DFL Rep. Emma Greenman said she hopes her colleagues will evaluate the role of private companies assisting with administration of certain state programs, like managed care organizations providing Medicaid benefits. 

"We have been talking about getting private providers out of our Minnesota Health Plans for years. This year, we need to do it, because we have seen what happens when you have an incentive structure that puts profit and puts personal gain," Greenman told reporters. "We have also seen it is just very hard to have that kind of oversight"

Former top prosecutors leading the fraud investigations before their abrupt resignations earlier this month suggested the total fraud across state programs could be upwards of $9 billion. State officials dispute that figure. 

One of the largest schemes involves a federal nutrition program during the pandemic. Dozens of people associated with Feeding Our Future, which oversaw several distribution sites that prosecutors say billed for fake meals, have been charged or convicted of stealing millions of taxpayer dollars.

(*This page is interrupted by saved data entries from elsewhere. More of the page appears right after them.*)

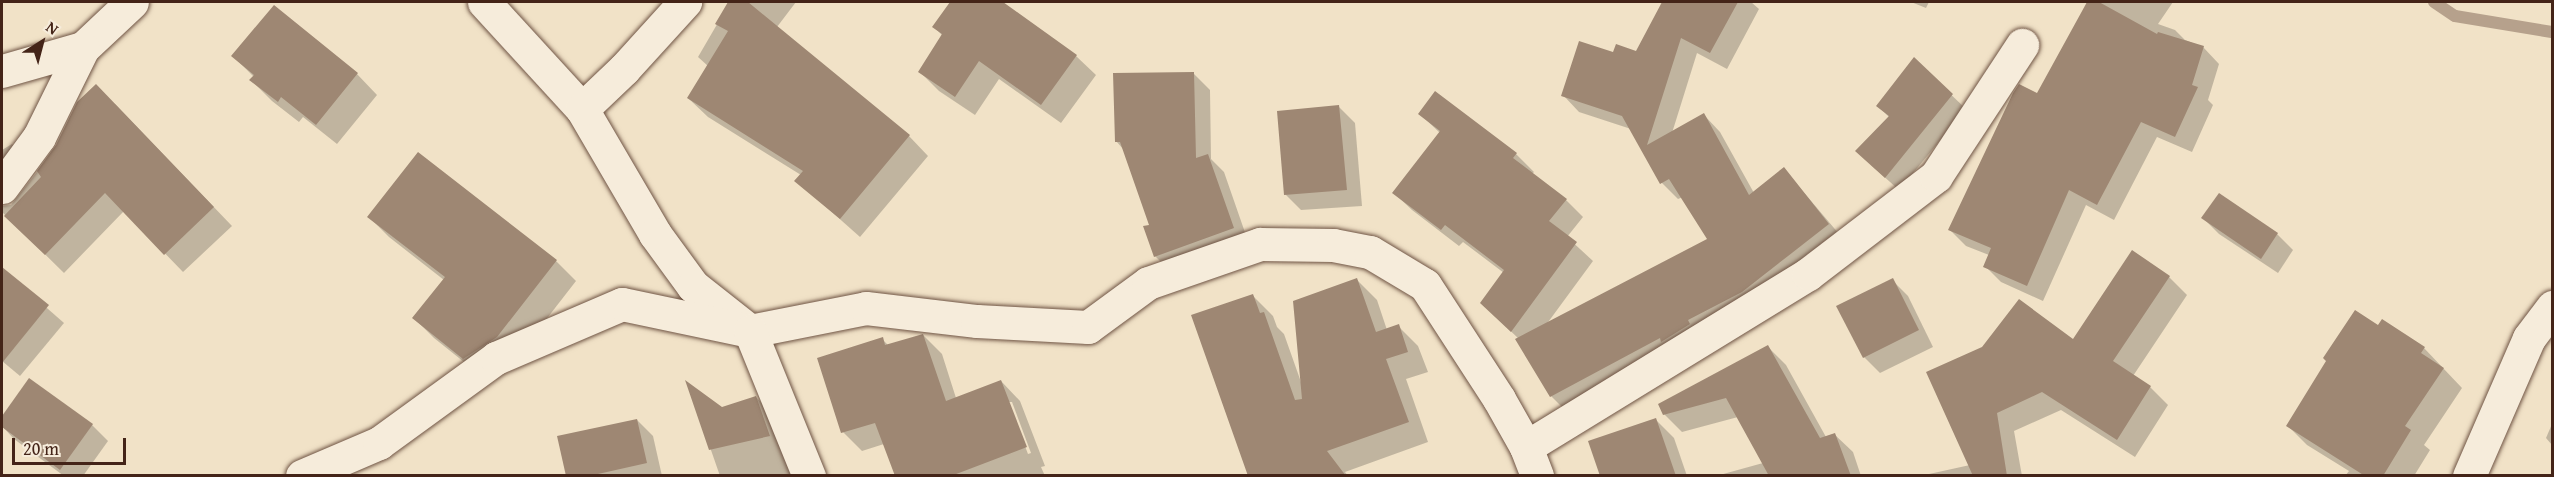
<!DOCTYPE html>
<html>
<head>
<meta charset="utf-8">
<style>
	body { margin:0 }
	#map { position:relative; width:2554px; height:477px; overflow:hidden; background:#f1e2c7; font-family:"Gentium Book Plus",serif }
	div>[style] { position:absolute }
	.shadow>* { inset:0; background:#0003 }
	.stream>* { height:12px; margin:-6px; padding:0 6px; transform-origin:6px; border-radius:6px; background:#b6a18c }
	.building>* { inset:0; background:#9e8773 }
	.roads { filter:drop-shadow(0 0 2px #6f5444) drop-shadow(0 0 2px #6f5444) }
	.minor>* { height:33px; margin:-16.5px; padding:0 16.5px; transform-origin:16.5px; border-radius:16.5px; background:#f6ecdb }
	span { translate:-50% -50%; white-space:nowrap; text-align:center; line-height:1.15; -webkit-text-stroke:4.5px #f6ecdb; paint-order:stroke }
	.frame { position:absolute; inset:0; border:3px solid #442418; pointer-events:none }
	.north { position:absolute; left:12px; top:12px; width:60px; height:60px; -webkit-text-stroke:4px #f6ecdb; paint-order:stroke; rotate:36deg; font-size:16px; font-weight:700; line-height:24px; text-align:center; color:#442418 }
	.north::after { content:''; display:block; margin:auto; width:21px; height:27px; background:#442418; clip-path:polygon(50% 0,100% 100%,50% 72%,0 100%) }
	.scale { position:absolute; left:12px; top:438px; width:114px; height:27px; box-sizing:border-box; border:3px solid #442418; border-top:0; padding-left:8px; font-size:18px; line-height:21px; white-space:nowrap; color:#442418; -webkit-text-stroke:4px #f6ecdb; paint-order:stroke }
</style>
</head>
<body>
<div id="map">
	<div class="shadow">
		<div style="clip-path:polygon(730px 2px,796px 2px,777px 27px,909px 136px,928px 156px,860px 237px,797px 181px,801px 175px,708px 117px,688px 98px,708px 66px,698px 57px)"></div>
		<div style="clip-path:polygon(952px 2px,1000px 2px,1076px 56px,1096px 75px,1061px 123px,999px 79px,975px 115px,939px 91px,920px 72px,943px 36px,934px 27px)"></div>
		<div style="clip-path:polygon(1664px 2px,1751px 2px,1759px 9px,1727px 69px,1697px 53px,1672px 133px,1704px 115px,1720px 132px,1754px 193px,1784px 169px,1845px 241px,1568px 413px,1551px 396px,1519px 339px,1499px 320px,1504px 273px,1463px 242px,1459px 246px,1412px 210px,1394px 193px,1440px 133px,1420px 114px,1436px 93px,1516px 154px,1534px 172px,1532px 174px,1566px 200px,1583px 217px,1567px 237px,1593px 261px,1546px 325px,1709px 239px,1683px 197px,1678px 199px,1662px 183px,1631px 129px,1579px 112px,1563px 95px,1614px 54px,1636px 52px)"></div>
		<div style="clip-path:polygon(1911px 2px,1929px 2px,1926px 8px)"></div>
		<div style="clip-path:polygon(2089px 2px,2173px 2px,2158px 24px,2175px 30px,2185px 40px,2203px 47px,2219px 64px,2208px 100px,2213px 105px,2192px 152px,2157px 137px,2114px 220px,2086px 205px,2043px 301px,2001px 282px,1985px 266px,1989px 255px,1966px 246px,1950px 230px,2038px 95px)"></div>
		<div style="clip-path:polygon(233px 56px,357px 74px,377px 95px,337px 144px,303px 117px,299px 122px,272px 101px,251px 80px,254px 77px)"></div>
		<div style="clip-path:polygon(1914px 59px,1966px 109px,1899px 190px,1871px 165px,1889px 117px,1878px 106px)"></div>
		<div style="clip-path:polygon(1194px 74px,1210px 90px,1211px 159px,1224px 172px,1249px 244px,1171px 272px,1155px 256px,1151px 226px,1124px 150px,1116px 141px)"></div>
		<div style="clip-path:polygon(115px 104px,232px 226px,183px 272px,124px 211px,64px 273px,2px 212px,2px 206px,11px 205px,55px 149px)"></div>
		<div style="clip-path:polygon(1339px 107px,1355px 123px,1362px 206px,1301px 210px,1285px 194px)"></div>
		<div style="clip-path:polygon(12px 144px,30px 161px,5px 195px,2px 205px,2px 150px)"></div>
		<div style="clip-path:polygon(369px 217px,556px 261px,576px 281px,517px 357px,484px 378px,434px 338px,414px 318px,444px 280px,389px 237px)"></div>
		<div style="clip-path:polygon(2203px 218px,2277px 234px,2293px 250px,2278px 273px,2219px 234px)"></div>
		<div style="clip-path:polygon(7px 273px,64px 323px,20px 376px,2px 361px,2px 281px)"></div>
		<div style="clip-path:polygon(2169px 277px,2187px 295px,2133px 376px,2150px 387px,2168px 405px,2135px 457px,2061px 410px,2014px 431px,2022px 476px,1920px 476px,1970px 465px,1928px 373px,2073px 341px)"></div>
		<div style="clip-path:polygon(1357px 280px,1377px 300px,1387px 330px,1398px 326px,1418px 346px,1428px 372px,1406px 379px,1428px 442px,1345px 472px,1348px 476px,1249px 476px,1253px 296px,1273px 316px,1277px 327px,1284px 334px,1301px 382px)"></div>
		<div style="clip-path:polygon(1892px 280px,1908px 296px,1933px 347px,1880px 373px,1864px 357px)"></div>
		<div style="clip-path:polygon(2382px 321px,2424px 348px,2462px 388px,2424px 445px,2430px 450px,2414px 476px,2345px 476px,2349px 471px,2307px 445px,2288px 426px)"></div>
		<div style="clip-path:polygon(evenodd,923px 335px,942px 354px,956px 398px,1001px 381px,1020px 401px,1045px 466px,1041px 467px,1045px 476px,896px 476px,884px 444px,862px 451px,843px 432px,882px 339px,889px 346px,923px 335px,1008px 402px,1012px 402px,1031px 453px,1028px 454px,1008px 402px)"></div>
		<div style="clip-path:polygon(1768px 347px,1786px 365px,1826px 437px,1834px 434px,1853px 452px,1861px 476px,1716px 476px,1763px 463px,1738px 417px,1682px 432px,1664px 414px)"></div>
		<div style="clip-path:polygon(30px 380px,92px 425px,108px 441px,83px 476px,64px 476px,14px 439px,2px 426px,2px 418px)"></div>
		<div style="clip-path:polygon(688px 384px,722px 408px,756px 397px,773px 415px,794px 476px,720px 476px)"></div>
		<div style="clip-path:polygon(637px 420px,653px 436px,662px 476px,567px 476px)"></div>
		<div style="clip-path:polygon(1656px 420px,1674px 438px,1687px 476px,1601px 476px)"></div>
		<div style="clip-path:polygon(2552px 424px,2552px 445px,2546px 438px)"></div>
	</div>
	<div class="stream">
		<div style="left:2434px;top:2px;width:25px;rotate:34deg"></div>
		<div style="left:2455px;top:16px;width:98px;rotate:9.4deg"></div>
	</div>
	<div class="building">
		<div style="clip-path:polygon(728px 2px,748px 2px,910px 135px,840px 219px,794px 181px,803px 171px,687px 98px,728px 31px,715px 24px)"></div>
		<div style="clip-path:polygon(950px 2px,1003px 2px,1077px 55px,1041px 105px,979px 61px,955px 97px,918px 72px,942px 34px,932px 27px)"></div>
		<div style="clip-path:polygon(1662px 2px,1738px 2px,1710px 53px,1681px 38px,1647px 145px,1704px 113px,1749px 195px,1784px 167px,1829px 224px,1742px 292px,1688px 320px,1690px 324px,1661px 342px,1660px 338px,1550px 397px,1515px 339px,1707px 239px,1669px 179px,1660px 184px,1622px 116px,1561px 96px,1579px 41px,1613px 52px,1616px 44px,1636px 51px)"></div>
		<div style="clip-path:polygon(2087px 2px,2099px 2px,2157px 34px,2158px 32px,2204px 46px,2192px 85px,2198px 87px,2175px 137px,2141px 122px,2097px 205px,2069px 190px,2027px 286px,1983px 267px,1991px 248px,1948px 230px,2013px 93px,2019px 84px,2037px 93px)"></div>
		<div style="clip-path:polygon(274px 5px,358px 73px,316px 125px,281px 97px,278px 102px,249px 80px,254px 75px,231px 56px)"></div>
		<div style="clip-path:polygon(1914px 57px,1953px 94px,1885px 178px,1855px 151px,1889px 116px,1876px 106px)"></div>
		<div style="clip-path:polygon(1194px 72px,1196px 158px,1208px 154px,1234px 228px,1154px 257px,1143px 226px,1149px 225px,1120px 142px,1115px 142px,1113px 73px)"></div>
		<div style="clip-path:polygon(96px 84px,214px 207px,164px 255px,105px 193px,45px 255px,4px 216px,41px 177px,37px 171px,56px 145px,77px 102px)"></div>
		<div style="clip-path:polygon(1435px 91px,1517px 153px,1513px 158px,1567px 199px,1549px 221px,1577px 242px,1511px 332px,1480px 303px,1504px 270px,1445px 225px,1441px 230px,1392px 193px,1440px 131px,1418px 114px)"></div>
		<div style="clip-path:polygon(1339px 105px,1347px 190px,1284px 195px,1277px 111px)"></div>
		<div style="clip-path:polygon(418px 152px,557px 260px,497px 337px,463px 359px,412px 318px,445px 277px,367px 217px)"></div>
		<div style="clip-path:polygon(2219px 193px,2278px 233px,2261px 259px,2201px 218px)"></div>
		<div style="clip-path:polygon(2132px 250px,2170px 276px,2113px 361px,2151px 386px,2117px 440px,2042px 392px,1997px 413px,2007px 476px,1973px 476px,1926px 372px,1982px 347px,2019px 299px,2073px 339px)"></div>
		<div style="clip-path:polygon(2px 267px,49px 305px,2px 363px)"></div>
		<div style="clip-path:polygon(1357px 278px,1376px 332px,1399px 324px,1408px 352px,1386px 359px,1409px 422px,1327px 451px,1346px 476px,1248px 476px,1191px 315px,1253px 294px,1260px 313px,1264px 312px,1295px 400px,1302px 399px,1293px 301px)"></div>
		<div style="clip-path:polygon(1893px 278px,1919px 330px,1863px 358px,1836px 306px)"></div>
		<div style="clip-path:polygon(2355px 310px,2378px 325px,2382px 319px,2425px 347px,2421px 353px,2444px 368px,2405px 426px,2411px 430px,2383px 476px,2365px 476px,2286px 426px,2326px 361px,2323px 358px)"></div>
		<div style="clip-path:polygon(923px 334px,946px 401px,1001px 380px,1027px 447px,951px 476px,895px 476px,875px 423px,841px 433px,817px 358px,883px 337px,885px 345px)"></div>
		<div style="clip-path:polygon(1768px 345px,1820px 438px,1835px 433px,1851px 476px,1769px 476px,1726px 398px,1663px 415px,1658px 404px)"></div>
		<div style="clip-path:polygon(29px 378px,93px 424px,60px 470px,2px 427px,2px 416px)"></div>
		<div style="clip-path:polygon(685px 380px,722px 407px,756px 396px,770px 436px,709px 450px)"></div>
		<div style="clip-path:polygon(1656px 418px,1676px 476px,1600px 476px,1588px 441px)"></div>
		<div style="clip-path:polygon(637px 419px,647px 463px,589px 476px,566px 476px,557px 436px)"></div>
	</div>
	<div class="roads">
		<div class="minor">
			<div style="left:484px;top:2px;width:145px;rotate:47.5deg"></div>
			<div style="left:582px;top:109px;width:145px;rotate:59.7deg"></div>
			<div style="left:655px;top:234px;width:64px;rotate:53.8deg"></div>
			<div style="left:693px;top:286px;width:73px;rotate:38.3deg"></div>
			<div style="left:750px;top:331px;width:118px;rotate:-11.2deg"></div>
			<div style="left:866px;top:308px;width:112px;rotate:6.7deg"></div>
			<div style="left:977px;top:321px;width:111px;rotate:3.1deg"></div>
			<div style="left:1088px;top:327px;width:74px;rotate:-36.3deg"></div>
			<div style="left:1148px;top:283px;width:119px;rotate:-19.2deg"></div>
			<div style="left:1260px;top:244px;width:73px;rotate:0.8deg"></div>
			<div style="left:1333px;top:245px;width:38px;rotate:11deg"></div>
			<div style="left:1370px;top:252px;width:64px;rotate:31deg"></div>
			<div style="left:1425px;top:285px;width:136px;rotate:57deg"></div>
			<div style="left:1499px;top:399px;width:55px;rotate:60.6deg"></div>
			<div style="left:1526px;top:447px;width:31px;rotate:69deg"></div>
			<div style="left:2px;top:71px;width:84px;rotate:-15.9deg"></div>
			<div style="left:83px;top:48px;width:67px;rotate:-43.2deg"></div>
			<div style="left:582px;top:109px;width:58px;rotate:-43.6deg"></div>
			<div style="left:624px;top:69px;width:91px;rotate:-47.7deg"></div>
			<div style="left:2px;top:187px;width:62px;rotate:-53.5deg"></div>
			<div style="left:39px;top:137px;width:99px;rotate:-63.7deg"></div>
			<div style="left:1526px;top:447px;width:331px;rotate:-31.5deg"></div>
			<div style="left:1808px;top:274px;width:161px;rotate:-37.4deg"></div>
			<div style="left:1936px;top:176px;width:157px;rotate:-56.7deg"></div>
			<div style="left:302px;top:476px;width:84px;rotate:-23.2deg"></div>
			<div style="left:379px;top:443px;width:145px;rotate:-36deg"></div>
			<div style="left:496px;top:358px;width:137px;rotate:-23.2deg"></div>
			<div style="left:622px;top:304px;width:131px;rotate:11.9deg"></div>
			<div style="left:750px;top:331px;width:157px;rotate:67.9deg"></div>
			<div style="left:2469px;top:476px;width:150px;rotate:-66.5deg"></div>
			<div style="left:2529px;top:338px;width:39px;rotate:-53deg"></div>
		</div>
	</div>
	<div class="frame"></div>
	<div class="north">N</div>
	<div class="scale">20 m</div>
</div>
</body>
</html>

Greenman believes that fraud underscores why there should be more scrutiny of private organizations providing taxpayer-funded services.

"We didn't see fraud in the food aid that was delivered through our public schools. We saw it in a program, in the Feeding Our Future program, which was an outsourced oversight of a federal program," she said. "So we should be looking at the structures that are accountable, that are transparent, that are publicly provided."

The Legislature convenes for the 2026 session on February 17. Any anti-fraud proposal will need bipartisan support in a politically divided capitol.